■ **What needs to be done**
Copy out all lines in the data below containing the string "Bella".

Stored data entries
------------------------------
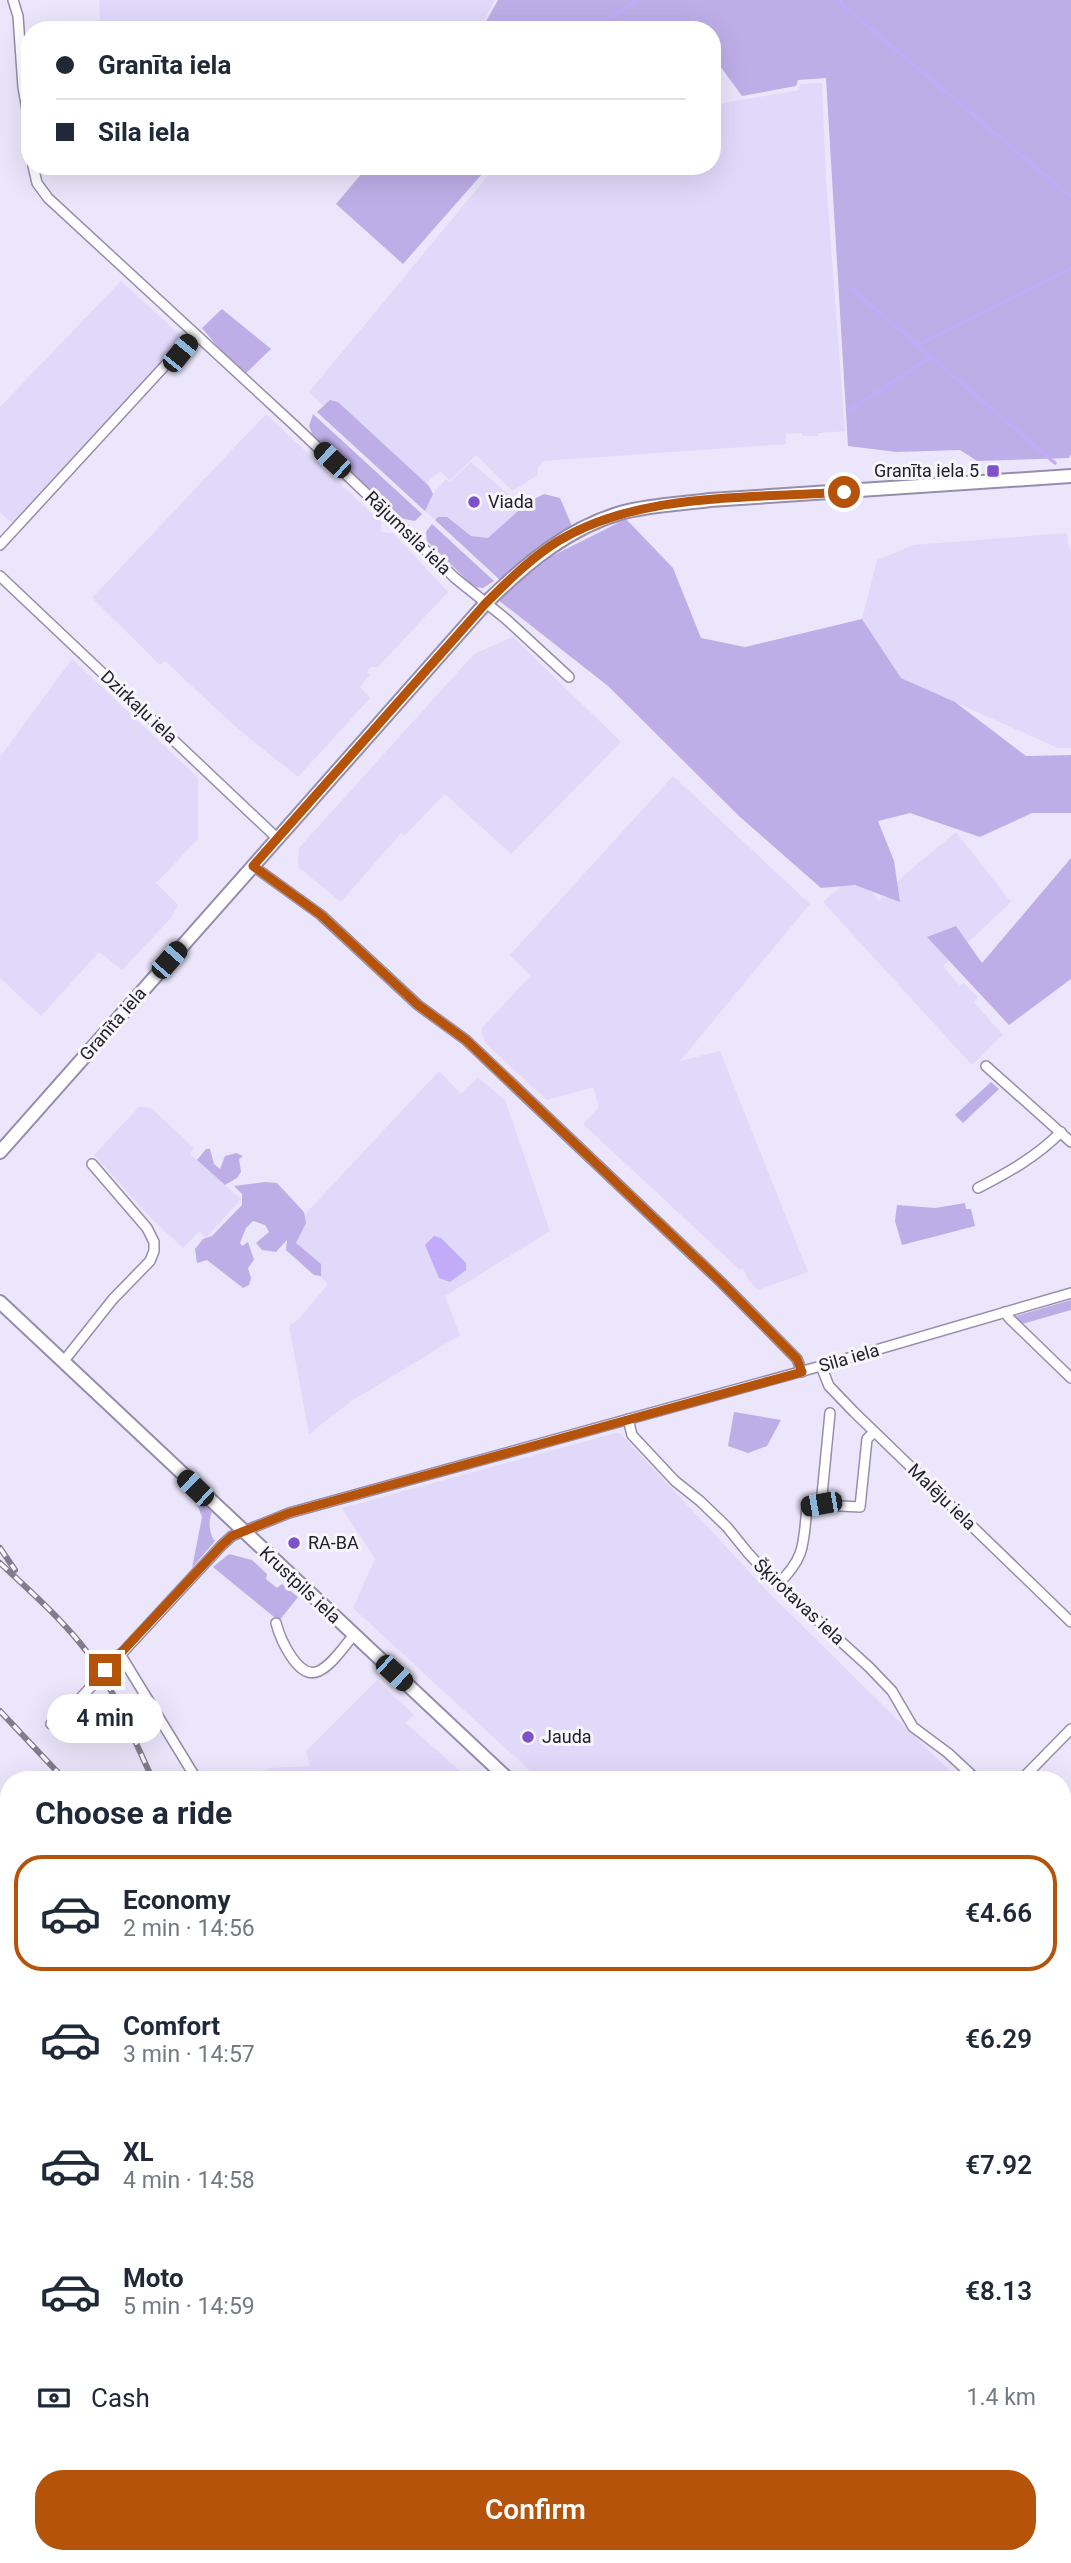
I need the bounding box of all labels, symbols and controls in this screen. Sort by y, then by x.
text: Granīta iela [98,50,231,80]
text: Sila iela [98,117,190,147]
car [159,330,202,376]
car [310,438,355,482]
place label: Granīta iela 5 [874,460,979,481]
marker: Granīta iela 5 [985,463,1001,479]
route start [828,476,860,508]
street label: Rājumsila iela [361,486,456,579]
place label: Viada [488,491,534,512]
marker: Viada [466,494,482,510]
street label: Dzirkaļu iela [96,666,182,748]
car [148,937,191,983]
street label: Granīta iela [75,983,150,1065]
street label: Sila iela [816,1339,881,1376]
street label: Malēju iela [904,1459,981,1534]
car [173,1466,218,1510]
car [799,1490,844,1518]
place label: RA-BA [308,1532,359,1553]
marker: RA-BA [286,1535,302,1551]
street label: Krustpils iela [255,1542,345,1628]
street label: Šķirotavas iela [749,1554,849,1650]
car [372,1651,417,1695]
route end [89,1654,121,1686]
callout: 4 min [47,1694,163,1744]
text: 4 min [76,1705,134,1732]
place label: Jauda [542,1726,592,1747]
marker: Jauda [520,1729,536,1745]
text: Choose a ride [35,1794,232,1832]
icon: car [39,1882,102,1945]
text: Economy [123,1885,230,1915]
text: €4.66 [965,1898,1032,1928]
text: 2 min · 14:56 [123,1915,255,1942]
icon: car [39,2008,102,2071]
text: Comfort [123,2011,220,2041]
text: €6.29 [965,2024,1032,2054]
text: 3 min · 14:57 [123,2041,255,2068]
icon: car [39,2134,102,2197]
text: XL [123,2137,154,2167]
text: €7.92 [965,2150,1032,2180]
text: 4 min · 14:58 [123,2167,255,2194]
icon: car [39,2260,102,2323]
text: Moto [123,2263,184,2293]
text: €8.13 [965,2276,1032,2306]
text: 5 min · 14:59 [123,2293,255,2320]
icon: cash [35,2379,73,2417]
text: Cash [91,2383,150,2413]
text: 1.4 km [967,2384,1036,2411]
button: Confirm [35,2470,1036,2550]

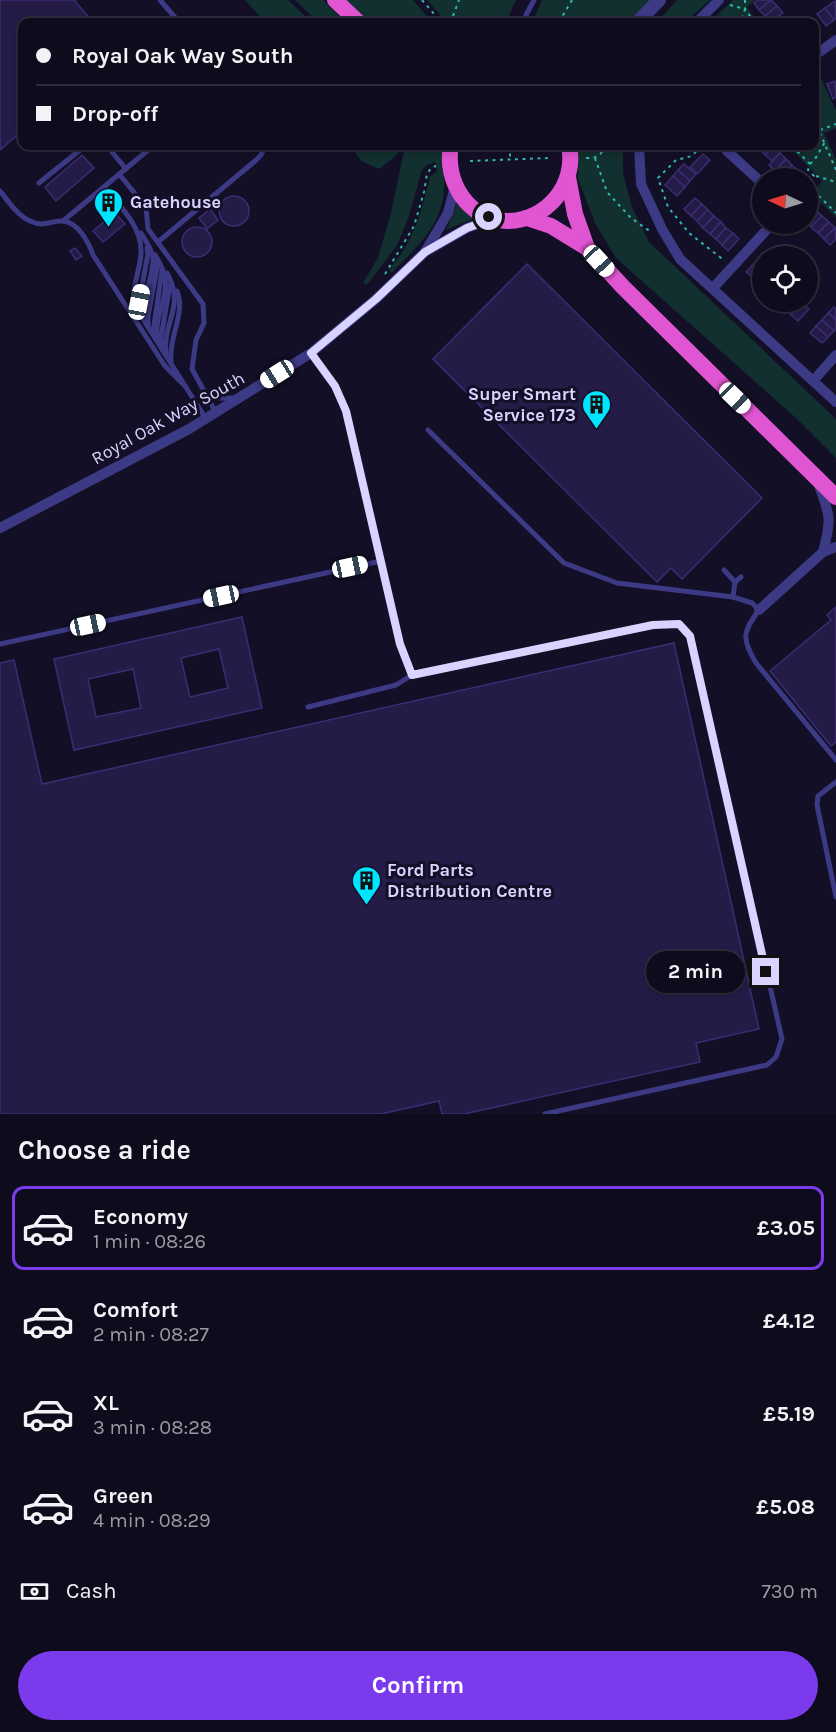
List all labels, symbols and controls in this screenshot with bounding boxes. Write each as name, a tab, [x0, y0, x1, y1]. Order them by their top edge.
text: Royal Oak Way South	[72, 43, 293, 69]
text: Drop-off	[72, 101, 158, 127]
north arrow	[752, 168, 818, 234]
map controls	[752, 168, 818, 312]
building icon: Gatehouse	[93, 186, 125, 228]
place label: Gatehouse	[130, 191, 221, 213]
route start	[475, 203, 502, 230]
car	[580, 242, 618, 280]
button: locate	[752, 246, 818, 312]
car	[127, 283, 151, 321]
car	[257, 357, 297, 391]
street label: Royal Oak Way South	[88, 367, 248, 469]
car	[716, 379, 754, 417]
place label: Super Smart Service 173	[468, 383, 576, 426]
building icon: Super Smart Service 173	[581, 388, 613, 430]
car	[331, 554, 369, 580]
car	[202, 583, 240, 609]
car	[69, 612, 107, 638]
place label: Ford Parts Distribution Centre	[387, 859, 552, 902]
building icon: Ford Parts Distribution Centre	[350, 864, 382, 906]
callout: 2 min	[646, 951, 745, 993]
route end	[752, 958, 779, 985]
text: 2 min	[668, 960, 723, 983]
text: Choose a ride	[18, 1134, 191, 1166]
icon: car	[21, 1201, 75, 1255]
text: Economy	[93, 1204, 188, 1230]
text: £3.05	[757, 1215, 815, 1241]
text: 1 min · 08:26	[93, 1230, 206, 1253]
icon: car	[21, 1294, 75, 1348]
text: Comfort	[93, 1297, 178, 1323]
text: £4.12	[763, 1308, 815, 1334]
text: 2 min · 08:27	[93, 1323, 209, 1346]
icon: car	[21, 1387, 75, 1441]
text: XL	[93, 1390, 119, 1416]
text: £5.19	[763, 1401, 815, 1427]
text: 3 min · 08:28	[93, 1416, 212, 1439]
icon: car	[21, 1480, 75, 1534]
text: Green	[93, 1483, 154, 1509]
text: £5.08	[756, 1494, 815, 1520]
text: 4 min · 08:29	[93, 1509, 211, 1532]
icon: cash	[18, 1575, 51, 1608]
text: Cash	[66, 1578, 116, 1604]
text: 730 m	[761, 1580, 818, 1603]
button: Confirm	[18, 1651, 818, 1720]

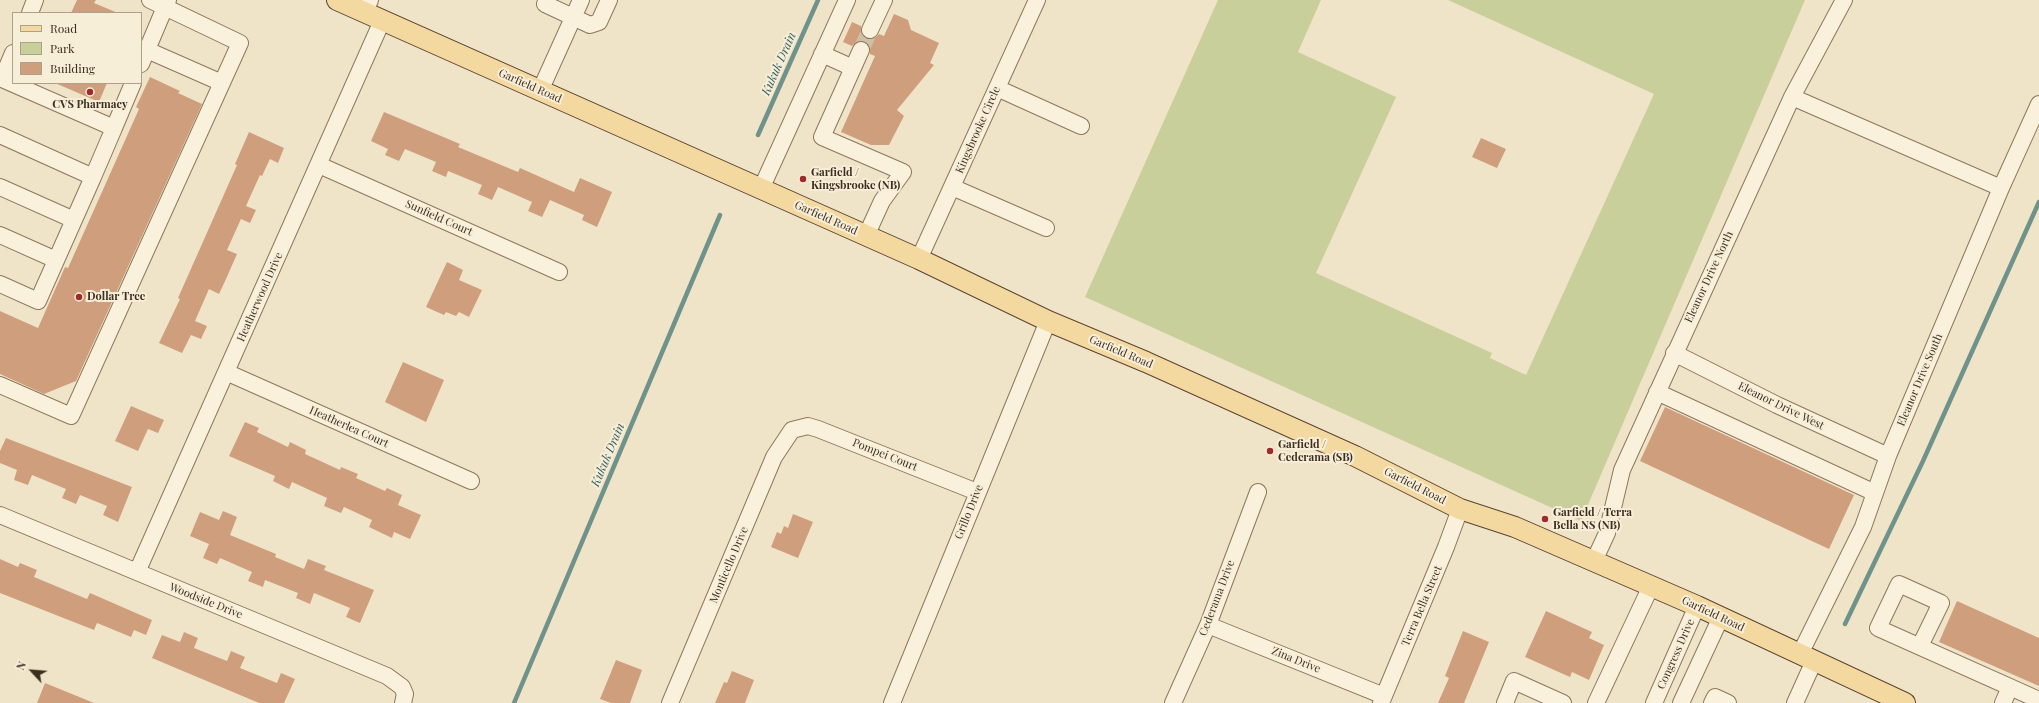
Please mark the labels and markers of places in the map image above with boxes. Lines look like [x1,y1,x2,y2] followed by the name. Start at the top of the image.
[85,87,95,97] marker: CVS Pharmacy
[52,98,128,112] place label: CVS Pharmacy
[811,166,900,192] place label: Garfield / Kingsbrooke (NB)
[798,174,808,184] marker: Garfield / Kingsbrooke (NB)
[87,290,145,304] place label: Dollar Tree
[74,292,84,302] marker: Dollar Tree
[1278,438,1353,464] place label: Garfield / Cederama (SB)
[1265,446,1275,456] marker: Garfield / Cederama (SB)
[1553,506,1632,532] place label: Garfield / Terra Bella NS (NB)
[1540,514,1550,524] marker: Garfield / Terra Bella NS (NB)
------------------------------
■ **Response to the exercise**
[1553,506,1632,532] place label: Garfield / Terra Bella NS (NB)
[1540,514,1550,524] marker: Garfield / Terra Bella NS (NB)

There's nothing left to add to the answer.